How to break on module loads (provided they aren't f'ing with you)
So I did this, then hit '.reboot' and watched every driver load. You can get the driver name by using the '.lastevent' command on break.
Using .lastevent on driver load
So, I watched, every, stupid, friggen, driver load (there's a lot by the way). But I never saw PnkBstrK.sys load. What was really strange was I started up a game, then quit out then used Ctrl+Break to cause WinDbg to send a break. I then ran "lm" to see what modules were loaded. I started to see PnkBstrK under the Unloaded section. But.. I could never actually *catch* it loading.

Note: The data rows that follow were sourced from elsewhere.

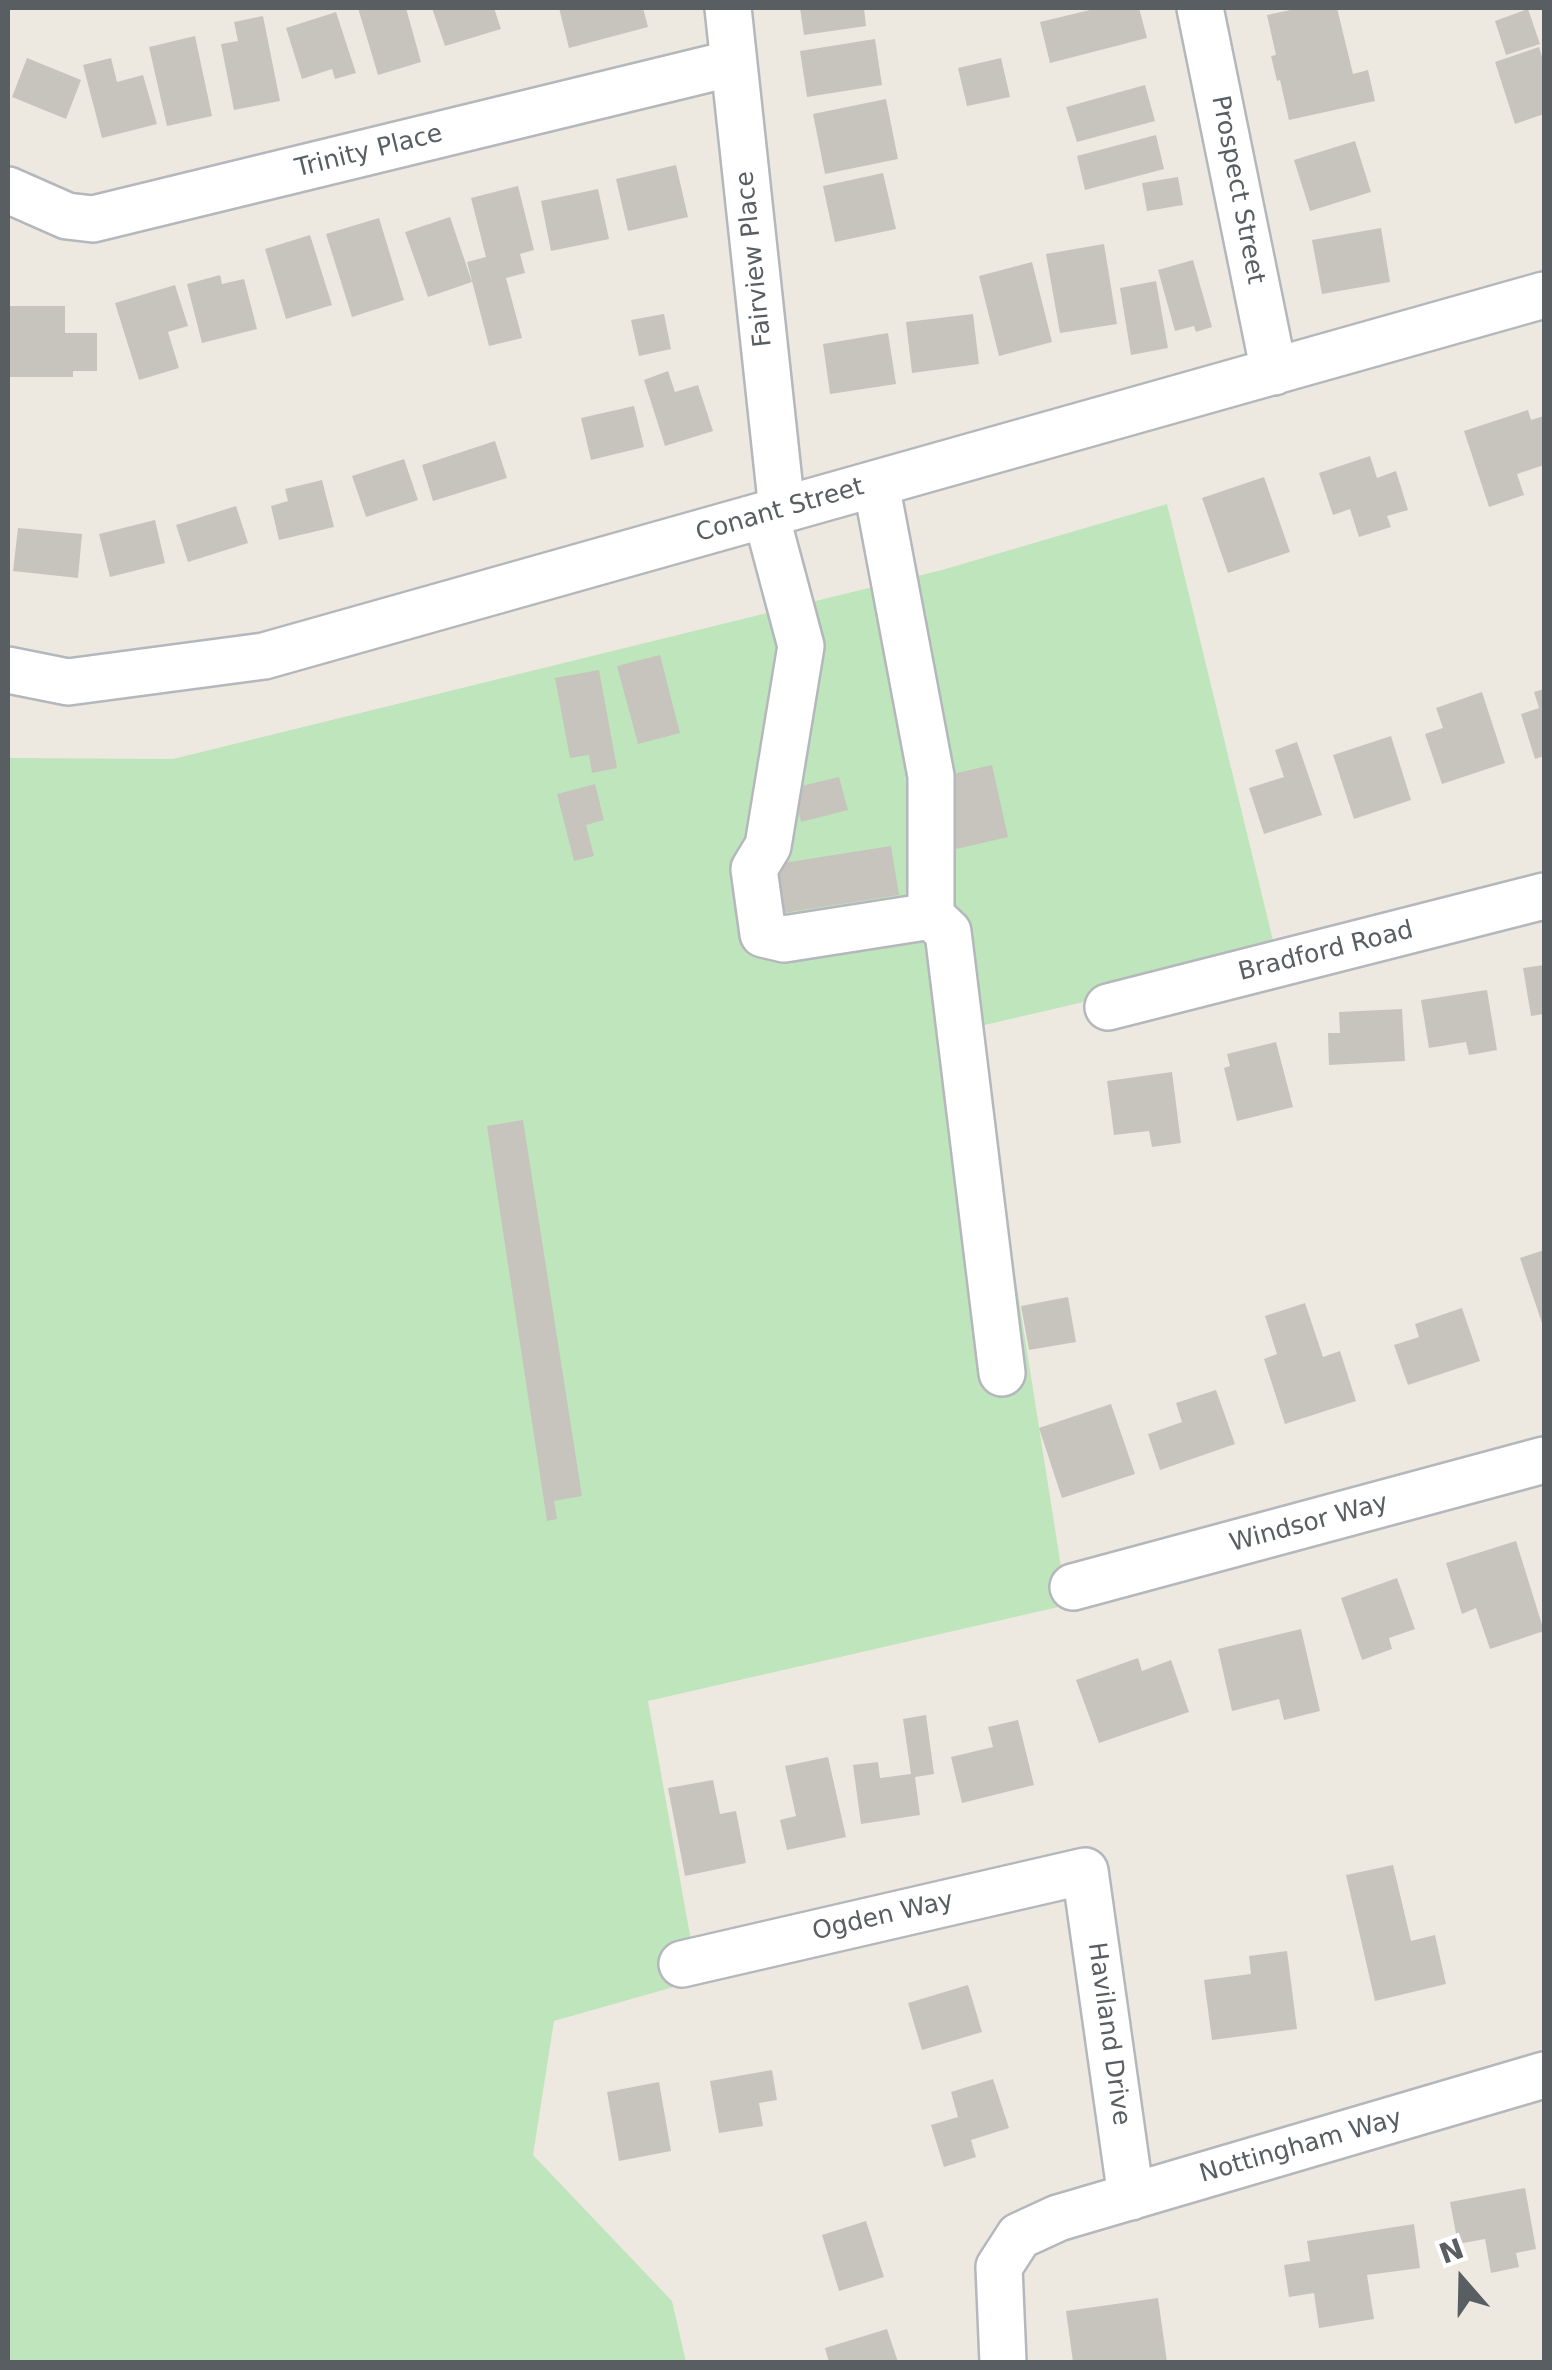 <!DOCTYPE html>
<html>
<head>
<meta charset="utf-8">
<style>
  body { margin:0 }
  #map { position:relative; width:1552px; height:2370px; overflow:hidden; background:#ede9e1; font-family:"DejaVu Sans",sans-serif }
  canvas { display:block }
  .frame { position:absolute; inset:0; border:10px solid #595e62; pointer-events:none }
  .north { position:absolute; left:1412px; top:2230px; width:100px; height:100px; -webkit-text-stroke:8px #fff; paint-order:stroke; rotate:340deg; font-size:28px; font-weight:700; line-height:40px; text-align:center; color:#595e62 }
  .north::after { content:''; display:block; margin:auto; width:35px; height:45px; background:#595e62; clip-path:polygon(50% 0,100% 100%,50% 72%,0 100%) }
</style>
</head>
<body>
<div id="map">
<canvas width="1552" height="2370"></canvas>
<div class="frame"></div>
<div class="north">N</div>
</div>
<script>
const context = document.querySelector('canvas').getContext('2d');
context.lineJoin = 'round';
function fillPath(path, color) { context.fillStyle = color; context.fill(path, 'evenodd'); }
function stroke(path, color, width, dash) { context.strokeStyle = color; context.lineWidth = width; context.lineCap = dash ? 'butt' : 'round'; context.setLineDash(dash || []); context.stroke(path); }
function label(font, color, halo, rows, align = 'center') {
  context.font = font + ' "DejaVu Sans",sans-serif'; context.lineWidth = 9; context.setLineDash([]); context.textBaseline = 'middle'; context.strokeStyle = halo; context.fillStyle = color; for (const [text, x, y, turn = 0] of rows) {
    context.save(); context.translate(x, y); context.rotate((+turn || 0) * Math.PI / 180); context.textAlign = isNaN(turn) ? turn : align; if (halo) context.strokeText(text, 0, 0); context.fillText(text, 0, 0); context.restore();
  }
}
const green = new Path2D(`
  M1167,504L1277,957L976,1027L1067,1605L648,1701L698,1980L554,2021L533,2155L672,2301L686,2362H8V758L173,759L942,570Z`);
const building = new Path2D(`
  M358,8H406L421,62L378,75Z
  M432,8H494L501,29L445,46Z
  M559,8H643L648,27L569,48Z
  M800,8H864L866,26L804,35Z
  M1098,8H1139L1147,38L1050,63L1040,22Z
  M1300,8H1337L1353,74L1368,70L1375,101L1289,120L1280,80L1277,81L1271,56L1276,55L1267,15Z
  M1528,9L1540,44L1506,55L1495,21Z
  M336,12L356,73L335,79L332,69L302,79L286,28Z
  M263,16L280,101L234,110L221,44L238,41L234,22Z
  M195,36L212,116L167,126L149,47Z
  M875,39L882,85L807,97L800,51Z
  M1539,47L1544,63V114L1515,124L1495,62Z
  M27,58L81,80L66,119L12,97Z
  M111,58L117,82L143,75L157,124L102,138L83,65Z
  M1001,58L1010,97L967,106L958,68Z
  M1145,85L1155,121L1077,142L1066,107Z
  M886,99L898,159L825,174L813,114Z
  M1156,135L1164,169L1085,190L1077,156Z
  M1355,141L1371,192L1310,211L1294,160Z
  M676,165L688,217L628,231L616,179Z
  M883,173L896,229L835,242L823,186Z
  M1178,177L1183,205L1147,211L1142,183Z
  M518,186L534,250L520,254L525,273L506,278L522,338L489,346L467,262L486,257L471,198Z
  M598,189L609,239L551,251L541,201Z
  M450,217L472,282L428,297L405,232Z
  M379,218L404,300L352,317L326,234Z
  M1381,228L1390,282L1322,294L1312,240Z
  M310,235L332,305L286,319L265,249Z
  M1104,244L1117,324L1060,333L1046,254Z
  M1193,260L1212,327L1196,332L1194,326L1175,331L1158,270Z
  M1032,262L1052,342L999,356L979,276Z
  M220,275L222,284L244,279L257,329L202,343L187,284Z
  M1156,281L1168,348L1131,355L1120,288Z
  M175,285L188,326L168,332L179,368L139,380L115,303Z
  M8,306H65V333H97V371H73V377H8Z
  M664,314L671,349L639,356L631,320Z
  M973,314L979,364L912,373L906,322Z
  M888,333L896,384L830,394L823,344Z
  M668,371L675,392L698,385L713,431L665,446L644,380Z
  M634,406L644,447L591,460L581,418Z
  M1528,410L1531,420L1544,416V465L1517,474L1524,495L1489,507L1464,431Z
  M495,441L507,478L433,501L422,465Z
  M1370,456L1377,478L1396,471L1408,510L1387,516L1391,527L1359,537L1350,509L1333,515L1319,473Z
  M404,459L418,500L366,517L352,476Z
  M1264,477L1290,552L1228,573L1202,498Z
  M322,480L334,527L279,540L271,506L288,501L285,489Z
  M236,506L248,543L188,562L176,525Z
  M155,520L165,563L110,577L99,534Z
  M18,528L82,534L78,578L13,571Z
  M660,655L680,733L638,744L617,666Z
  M599,670L617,768L592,773L589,755L570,758L555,678Z
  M1544,689V756L1535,759L1521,714L1539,708L1534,692Z
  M1482,692L1505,763L1442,784L1425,734L1443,728L1436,708Z
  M1391,736L1411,800L1354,819L1333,755Z
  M1297,742L1322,815L1264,834L1249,788L1284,777L1275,750Z
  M992,765L1008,837L952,850L935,778Z
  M839,777L848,810L801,822L793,788Z
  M595,784L604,820L586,825L594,856L574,861L557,794Z
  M891,846L899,895L777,914L770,865Z
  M1544,965V1014L1531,1016L1523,968Z
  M1487,990L1497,1050L1469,1055L1466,1042L1429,1048L1421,1000Z
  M1402,1009L1405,1061L1329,1065L1328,1033H1340L1339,1012Z
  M1276,1042L1293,1107L1237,1121L1224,1068L1230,1066L1227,1054Z
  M1172,1072L1181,1143L1152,1147L1149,1131L1114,1135L1107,1081Z
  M523,1120L582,1496L554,1501L557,1519L547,1521L487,1126Z
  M1544,1250V1329L1520,1258Z
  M1068,1297L1076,1342L1029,1350L1021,1306Z
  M1305,1303L1323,1357L1340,1351L1356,1401L1285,1424L1264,1359L1277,1354L1265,1316Z
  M1462,1308L1480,1361L1408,1385L1394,1345L1419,1337L1415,1324Z
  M1216,1390L1235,1444L1160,1470L1148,1434L1182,1422L1176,1403Z
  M1111,1404L1135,1474L1062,1498L1039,1428Z
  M1516,1541L1544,1631L1490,1649L1476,1608L1462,1614L1446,1563Z
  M1397,1578L1415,1629L1389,1638L1392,1649L1362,1660L1341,1598Z
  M1301,1629L1320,1711L1284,1720L1279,1699L1232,1711L1218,1649Z
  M1138,1658L1142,1671L1171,1660L1189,1712L1099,1743L1076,1680Z
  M926,1715L934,1774L915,1777L920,1815L861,1824L853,1765L878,1762L880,1778L911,1774L903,1719Z
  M1018,1720L1034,1785L962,1803L951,1757L993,1747L988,1727Z
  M828,1757L846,1837L787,1850L780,1820L796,1816L785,1766Z
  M713,1780L720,1814L736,1811L746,1863L685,1876L668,1788Z
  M1393,1865L1411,1941L1435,1935L1446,1984L1375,2001L1346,1875Z
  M1287,1951L1297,2029L1212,2040L1204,1980L1251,1974L1249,1956Z
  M968,1985L982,2032L922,2050L908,2003Z
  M772,2070L777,2100L759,2103L763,2126L719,2133L710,2081Z
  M993,2079L1009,2128L971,2140L976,2157L944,2167L931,2125L958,2117L951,2092Z
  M659,2082L671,2151L619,2161L607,2092Z
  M1525,2188L1536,2249L1516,2253L1519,2267L1491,2273L1485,2239L1458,2244L1450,2202Z
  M866,2221L884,2277L839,2291L822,2235Z
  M1414,2224L1420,2268L1367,2275L1374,2319L1319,2328L1314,2293L1289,2297L1284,2265L1310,2261L1307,2241Z
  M1158,2298L1167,2362H1073L1066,2311Z
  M887,2329L898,2362H829L825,2348Z`);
const minor = new Path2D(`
  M728,8L782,510
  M1200,8L1274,372
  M8,190L67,216L93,219L733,63
  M876,484L931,776V916
  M766,515L801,646L768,846L754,869L763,934L784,939L931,916L948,932L1002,1373
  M8,670L68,682L264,656L1544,295
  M1108,1007L1544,896
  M1073,1587L1544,1460
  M682,1964L1085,1871L1131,2197
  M1003,2362L999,2267L1019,2236L1058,2218L1544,2075`);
const streetNames = [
  ["Trinity Place",369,152,-14],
  ["Prospect Street",1237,190,79],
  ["Fairview Place",755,259,-96],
  ["Conant Street",780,511,-16],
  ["Bradford Road",1326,952,-14],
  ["Windsor Way",1309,1524,-15],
  ["Ogden Way",883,1917,-13],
  ["Haviland Drive",1108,2034,82],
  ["Nottingham Way",1301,2147,-16]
];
fillPath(green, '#bfe5bc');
fillPath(building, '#c7c4be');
stroke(minor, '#b4b7bc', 50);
stroke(minor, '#fff', 45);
label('25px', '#595e62', '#fff', streetNames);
</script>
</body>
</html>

Game loading the drivers, and showing pnkbstrk being 'unloaded'

So how the hell do I break into it? Well first off, I wanted to make sure it was actually being loaded and have 100% control over loading and unloading the driver. To do this the Rootkit book suggests using InstDrv.exe, which as far as I can tell doesn't really exist any more. So instead I found a new tool to help in loading and unloading. I found a tool called WinDriver from Jungo which has a helper tool called wdreg.exe which you can use to load/unload drivers.
Using wdreg to load PnkBstrK
By running the command "wdreg.exe -file PnkBstrK install" you can have the PnkBstrK.sys driver loaded and installed. Notice you don't pass the .sys and you are also required to use the full path (I copied it to the WinDriver directory). So I kept loading/unloading and *still* wasn't able to break. So I started searching around for other methods. Some forums suggested using WinDbg's "bu" command. This did not work. Next I visited openrce to see if they had any tips and found this. Which inevitably lead me to searching for and setting a breakpoint on IopLoadDriver. As an added bonus I found a tweet by stupid smart @Ivanlef0u which was the command I needed:
bp nt!IopLoadDriver+0x66a . Yeah that pasted big, but you know what? I don't care, it deserves that font size, because it friggen worked.
call'ing into PnkBstrK.sys FINALLY!
Now I can start to figure out their dinky little xor obfuscation and see what ioctrl's it uses with the various services... Yay!